“So enormous, so dreadful, so irremediable did the [slave] trade’s wickedness appear that my own mind was completely made up for abolition. Let the consequences be what they would:I from this time determined that I would never rest until I had effected its abolition.”
There is much said about intolerance, and much of it is wrong.
As I’ve written here before, intolerance in-and-of-itself is amoral.
It is the object of intolerance that renders intolerance moral or immoral. It is good to be intolerant of racism; it is bad to be tolerant of it.
The reason racism is still pervasive in the United States is because we tolerate it. By “we” I mean those who are not victims of it or who benefit from it. We tolerate it because it doesn’t affect us, and to the extent it does affect us we benefit from it.

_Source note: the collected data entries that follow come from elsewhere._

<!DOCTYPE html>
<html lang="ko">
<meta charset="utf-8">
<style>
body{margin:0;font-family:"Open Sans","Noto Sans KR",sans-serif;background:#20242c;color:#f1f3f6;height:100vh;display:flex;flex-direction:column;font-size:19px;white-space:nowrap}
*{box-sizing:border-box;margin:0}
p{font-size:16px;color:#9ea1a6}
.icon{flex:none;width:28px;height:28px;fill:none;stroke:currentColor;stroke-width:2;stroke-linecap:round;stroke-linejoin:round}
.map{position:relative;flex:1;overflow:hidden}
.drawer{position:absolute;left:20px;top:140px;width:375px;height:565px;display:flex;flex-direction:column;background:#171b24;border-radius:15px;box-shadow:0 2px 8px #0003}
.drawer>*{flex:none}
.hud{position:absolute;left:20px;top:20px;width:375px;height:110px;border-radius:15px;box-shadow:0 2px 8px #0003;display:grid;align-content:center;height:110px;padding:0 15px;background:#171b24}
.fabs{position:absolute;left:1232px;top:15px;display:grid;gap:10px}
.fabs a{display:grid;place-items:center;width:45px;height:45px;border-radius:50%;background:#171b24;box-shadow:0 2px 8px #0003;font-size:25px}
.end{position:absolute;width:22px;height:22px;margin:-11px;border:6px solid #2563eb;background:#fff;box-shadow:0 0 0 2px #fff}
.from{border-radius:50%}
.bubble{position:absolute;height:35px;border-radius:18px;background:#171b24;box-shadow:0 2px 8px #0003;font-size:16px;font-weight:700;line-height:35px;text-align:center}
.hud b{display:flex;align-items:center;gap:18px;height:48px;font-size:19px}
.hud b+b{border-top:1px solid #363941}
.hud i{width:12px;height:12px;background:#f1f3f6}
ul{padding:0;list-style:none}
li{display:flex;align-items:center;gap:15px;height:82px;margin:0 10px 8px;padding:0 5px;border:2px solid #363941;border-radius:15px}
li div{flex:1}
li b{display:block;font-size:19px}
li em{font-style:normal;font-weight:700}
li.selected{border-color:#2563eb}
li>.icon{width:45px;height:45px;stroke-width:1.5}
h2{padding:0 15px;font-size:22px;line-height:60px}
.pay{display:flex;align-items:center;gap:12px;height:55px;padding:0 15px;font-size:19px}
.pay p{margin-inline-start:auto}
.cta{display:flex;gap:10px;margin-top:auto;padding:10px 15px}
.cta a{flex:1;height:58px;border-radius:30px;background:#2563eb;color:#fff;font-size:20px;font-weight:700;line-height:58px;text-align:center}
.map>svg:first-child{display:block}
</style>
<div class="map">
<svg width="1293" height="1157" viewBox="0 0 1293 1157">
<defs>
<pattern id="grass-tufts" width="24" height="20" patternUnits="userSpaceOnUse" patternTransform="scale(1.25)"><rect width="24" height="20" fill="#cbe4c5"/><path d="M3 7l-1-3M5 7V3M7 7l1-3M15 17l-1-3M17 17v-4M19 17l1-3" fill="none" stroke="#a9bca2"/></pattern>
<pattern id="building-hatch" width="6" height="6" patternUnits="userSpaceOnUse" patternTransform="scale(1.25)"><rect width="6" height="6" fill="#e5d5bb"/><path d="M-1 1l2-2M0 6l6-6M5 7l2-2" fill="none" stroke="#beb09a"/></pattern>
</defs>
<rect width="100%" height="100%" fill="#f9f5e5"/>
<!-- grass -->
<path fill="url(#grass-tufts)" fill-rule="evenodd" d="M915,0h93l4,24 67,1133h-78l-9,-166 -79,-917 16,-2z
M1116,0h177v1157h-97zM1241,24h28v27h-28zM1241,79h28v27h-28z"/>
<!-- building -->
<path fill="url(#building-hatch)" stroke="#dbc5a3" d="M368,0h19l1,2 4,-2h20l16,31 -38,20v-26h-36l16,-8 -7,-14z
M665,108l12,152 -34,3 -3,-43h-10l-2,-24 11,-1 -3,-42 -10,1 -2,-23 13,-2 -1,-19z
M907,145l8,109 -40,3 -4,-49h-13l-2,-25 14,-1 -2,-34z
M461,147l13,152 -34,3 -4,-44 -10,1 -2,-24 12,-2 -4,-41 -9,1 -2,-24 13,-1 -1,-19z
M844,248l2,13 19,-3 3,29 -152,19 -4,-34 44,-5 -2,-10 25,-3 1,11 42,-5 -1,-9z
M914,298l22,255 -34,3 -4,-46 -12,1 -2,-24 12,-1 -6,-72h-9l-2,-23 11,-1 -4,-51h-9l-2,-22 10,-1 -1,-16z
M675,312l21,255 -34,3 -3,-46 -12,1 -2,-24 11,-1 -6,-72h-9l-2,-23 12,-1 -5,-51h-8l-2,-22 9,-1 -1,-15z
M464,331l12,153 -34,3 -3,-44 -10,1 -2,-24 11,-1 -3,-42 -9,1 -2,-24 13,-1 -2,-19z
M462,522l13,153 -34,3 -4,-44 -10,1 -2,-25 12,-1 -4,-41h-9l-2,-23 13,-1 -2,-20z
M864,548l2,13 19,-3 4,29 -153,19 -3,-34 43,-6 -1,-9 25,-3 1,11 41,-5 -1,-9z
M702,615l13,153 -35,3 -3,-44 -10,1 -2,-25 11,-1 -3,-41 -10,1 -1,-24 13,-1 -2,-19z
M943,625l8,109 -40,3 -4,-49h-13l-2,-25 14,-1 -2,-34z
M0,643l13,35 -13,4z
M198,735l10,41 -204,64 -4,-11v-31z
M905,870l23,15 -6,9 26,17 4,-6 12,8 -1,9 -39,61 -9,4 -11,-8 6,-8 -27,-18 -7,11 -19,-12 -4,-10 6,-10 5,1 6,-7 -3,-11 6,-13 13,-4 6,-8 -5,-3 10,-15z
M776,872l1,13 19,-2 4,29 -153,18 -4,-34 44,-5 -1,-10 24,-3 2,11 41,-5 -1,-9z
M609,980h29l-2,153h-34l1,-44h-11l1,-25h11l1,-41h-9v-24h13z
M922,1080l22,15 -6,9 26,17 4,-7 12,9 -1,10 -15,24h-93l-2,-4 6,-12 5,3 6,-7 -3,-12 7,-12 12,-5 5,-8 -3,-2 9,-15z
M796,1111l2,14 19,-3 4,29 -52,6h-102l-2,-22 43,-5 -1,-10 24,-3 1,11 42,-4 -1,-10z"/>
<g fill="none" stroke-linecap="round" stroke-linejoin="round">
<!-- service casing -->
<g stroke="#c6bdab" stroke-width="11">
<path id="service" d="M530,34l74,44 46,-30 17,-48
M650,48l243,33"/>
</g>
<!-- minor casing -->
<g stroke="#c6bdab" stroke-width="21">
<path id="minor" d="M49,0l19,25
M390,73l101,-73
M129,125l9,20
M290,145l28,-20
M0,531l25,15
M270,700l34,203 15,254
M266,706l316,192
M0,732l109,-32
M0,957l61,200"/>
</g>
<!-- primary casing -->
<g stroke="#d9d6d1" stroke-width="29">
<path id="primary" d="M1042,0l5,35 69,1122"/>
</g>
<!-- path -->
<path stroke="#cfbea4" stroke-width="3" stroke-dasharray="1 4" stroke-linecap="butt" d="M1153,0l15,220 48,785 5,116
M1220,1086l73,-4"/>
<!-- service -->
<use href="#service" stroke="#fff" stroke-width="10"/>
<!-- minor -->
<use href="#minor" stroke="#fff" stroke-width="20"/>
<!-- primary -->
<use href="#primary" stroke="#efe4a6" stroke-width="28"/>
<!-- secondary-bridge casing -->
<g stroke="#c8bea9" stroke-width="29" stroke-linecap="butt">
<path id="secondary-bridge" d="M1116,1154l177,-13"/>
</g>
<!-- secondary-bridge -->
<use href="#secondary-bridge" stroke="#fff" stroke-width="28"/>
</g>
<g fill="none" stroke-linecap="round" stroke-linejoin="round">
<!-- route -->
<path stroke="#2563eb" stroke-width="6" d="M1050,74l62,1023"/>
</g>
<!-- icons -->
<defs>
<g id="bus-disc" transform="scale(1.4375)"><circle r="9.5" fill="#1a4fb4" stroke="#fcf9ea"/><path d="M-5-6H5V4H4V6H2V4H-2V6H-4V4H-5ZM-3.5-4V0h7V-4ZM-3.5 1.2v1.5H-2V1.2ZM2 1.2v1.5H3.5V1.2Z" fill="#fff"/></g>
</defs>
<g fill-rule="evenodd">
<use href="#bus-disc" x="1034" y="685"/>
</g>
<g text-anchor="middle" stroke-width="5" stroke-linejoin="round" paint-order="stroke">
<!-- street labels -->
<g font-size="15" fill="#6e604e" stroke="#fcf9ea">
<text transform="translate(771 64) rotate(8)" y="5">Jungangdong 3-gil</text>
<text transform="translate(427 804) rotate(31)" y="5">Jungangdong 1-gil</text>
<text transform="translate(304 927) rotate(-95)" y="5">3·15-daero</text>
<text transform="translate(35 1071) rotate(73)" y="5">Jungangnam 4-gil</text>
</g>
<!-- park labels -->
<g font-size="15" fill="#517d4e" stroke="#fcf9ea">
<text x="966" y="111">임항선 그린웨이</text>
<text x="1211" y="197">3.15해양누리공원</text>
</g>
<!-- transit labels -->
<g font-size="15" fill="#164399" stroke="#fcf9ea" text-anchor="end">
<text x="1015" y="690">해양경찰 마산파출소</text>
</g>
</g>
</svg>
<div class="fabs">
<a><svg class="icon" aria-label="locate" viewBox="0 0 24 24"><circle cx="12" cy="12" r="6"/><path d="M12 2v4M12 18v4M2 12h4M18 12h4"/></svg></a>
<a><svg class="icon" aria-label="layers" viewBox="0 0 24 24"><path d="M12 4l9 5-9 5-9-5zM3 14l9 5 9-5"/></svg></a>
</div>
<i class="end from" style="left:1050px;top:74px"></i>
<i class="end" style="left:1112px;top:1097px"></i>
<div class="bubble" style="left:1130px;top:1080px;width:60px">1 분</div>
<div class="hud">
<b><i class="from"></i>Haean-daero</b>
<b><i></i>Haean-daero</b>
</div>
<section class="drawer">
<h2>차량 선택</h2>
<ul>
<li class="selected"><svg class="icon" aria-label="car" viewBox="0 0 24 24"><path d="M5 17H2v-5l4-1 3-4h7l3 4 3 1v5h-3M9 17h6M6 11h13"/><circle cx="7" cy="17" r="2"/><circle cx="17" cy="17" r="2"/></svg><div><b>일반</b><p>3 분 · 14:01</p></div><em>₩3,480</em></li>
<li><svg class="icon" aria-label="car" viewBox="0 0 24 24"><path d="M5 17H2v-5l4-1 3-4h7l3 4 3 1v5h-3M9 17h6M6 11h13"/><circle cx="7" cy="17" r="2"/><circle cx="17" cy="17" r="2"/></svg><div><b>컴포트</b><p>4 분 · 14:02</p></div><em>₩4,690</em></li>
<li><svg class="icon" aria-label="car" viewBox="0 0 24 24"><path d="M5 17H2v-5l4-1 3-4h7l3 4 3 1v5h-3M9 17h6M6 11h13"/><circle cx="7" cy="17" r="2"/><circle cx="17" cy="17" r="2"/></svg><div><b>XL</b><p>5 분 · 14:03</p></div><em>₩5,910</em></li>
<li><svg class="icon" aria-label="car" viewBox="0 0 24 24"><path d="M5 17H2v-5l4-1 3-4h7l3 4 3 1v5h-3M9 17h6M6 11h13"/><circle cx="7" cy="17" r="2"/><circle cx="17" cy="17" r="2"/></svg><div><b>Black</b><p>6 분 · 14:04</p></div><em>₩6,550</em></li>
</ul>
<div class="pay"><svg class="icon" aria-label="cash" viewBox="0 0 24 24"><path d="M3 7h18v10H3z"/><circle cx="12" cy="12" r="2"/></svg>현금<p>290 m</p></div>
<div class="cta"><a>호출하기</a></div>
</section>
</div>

I live downtown in one of the largest cities in America.
My wife and I have watched from our home some of the protests and arrests that have occurred following the killing of George Floyd.
I’ve also observed the initial sympathy expressed by my caucasian friends be replaced by anger when the looting and violence began. I’ve heard some pundits try to explain the looting and violence, and I’ve heard others even try to justify it.
The Jews in the first century were prejudiced against Samaritans.
The Samaritans were remnants of the Northern kingdom of Israel, which had established its capital in Samaria.
Judah, the Southern kingdom, had established its capital in Jerusalem
When the Assyrians invaded and carried away the Jews into captivity, those living in Samaria who remained intermarried with other non-Jewish people groups.
As a result, Samarians were not seen as pure Jews. Jewish prejudice was religious as well, rooted in a dispute over the proper place to worship God. See John 4: 20 (“Our ancestors worshiped on this mountain, but you Jews claim that the place where we must worship is in Jerusalem.”)
Consequently, Jews had nothing to do with Samaritans, as John noted. See John 4:9 (“For Jews do not associate with Samaritans”). It is also believed by many historians, that Jews would even walk around Samaria rather than through it when traveling north from Jerusalem.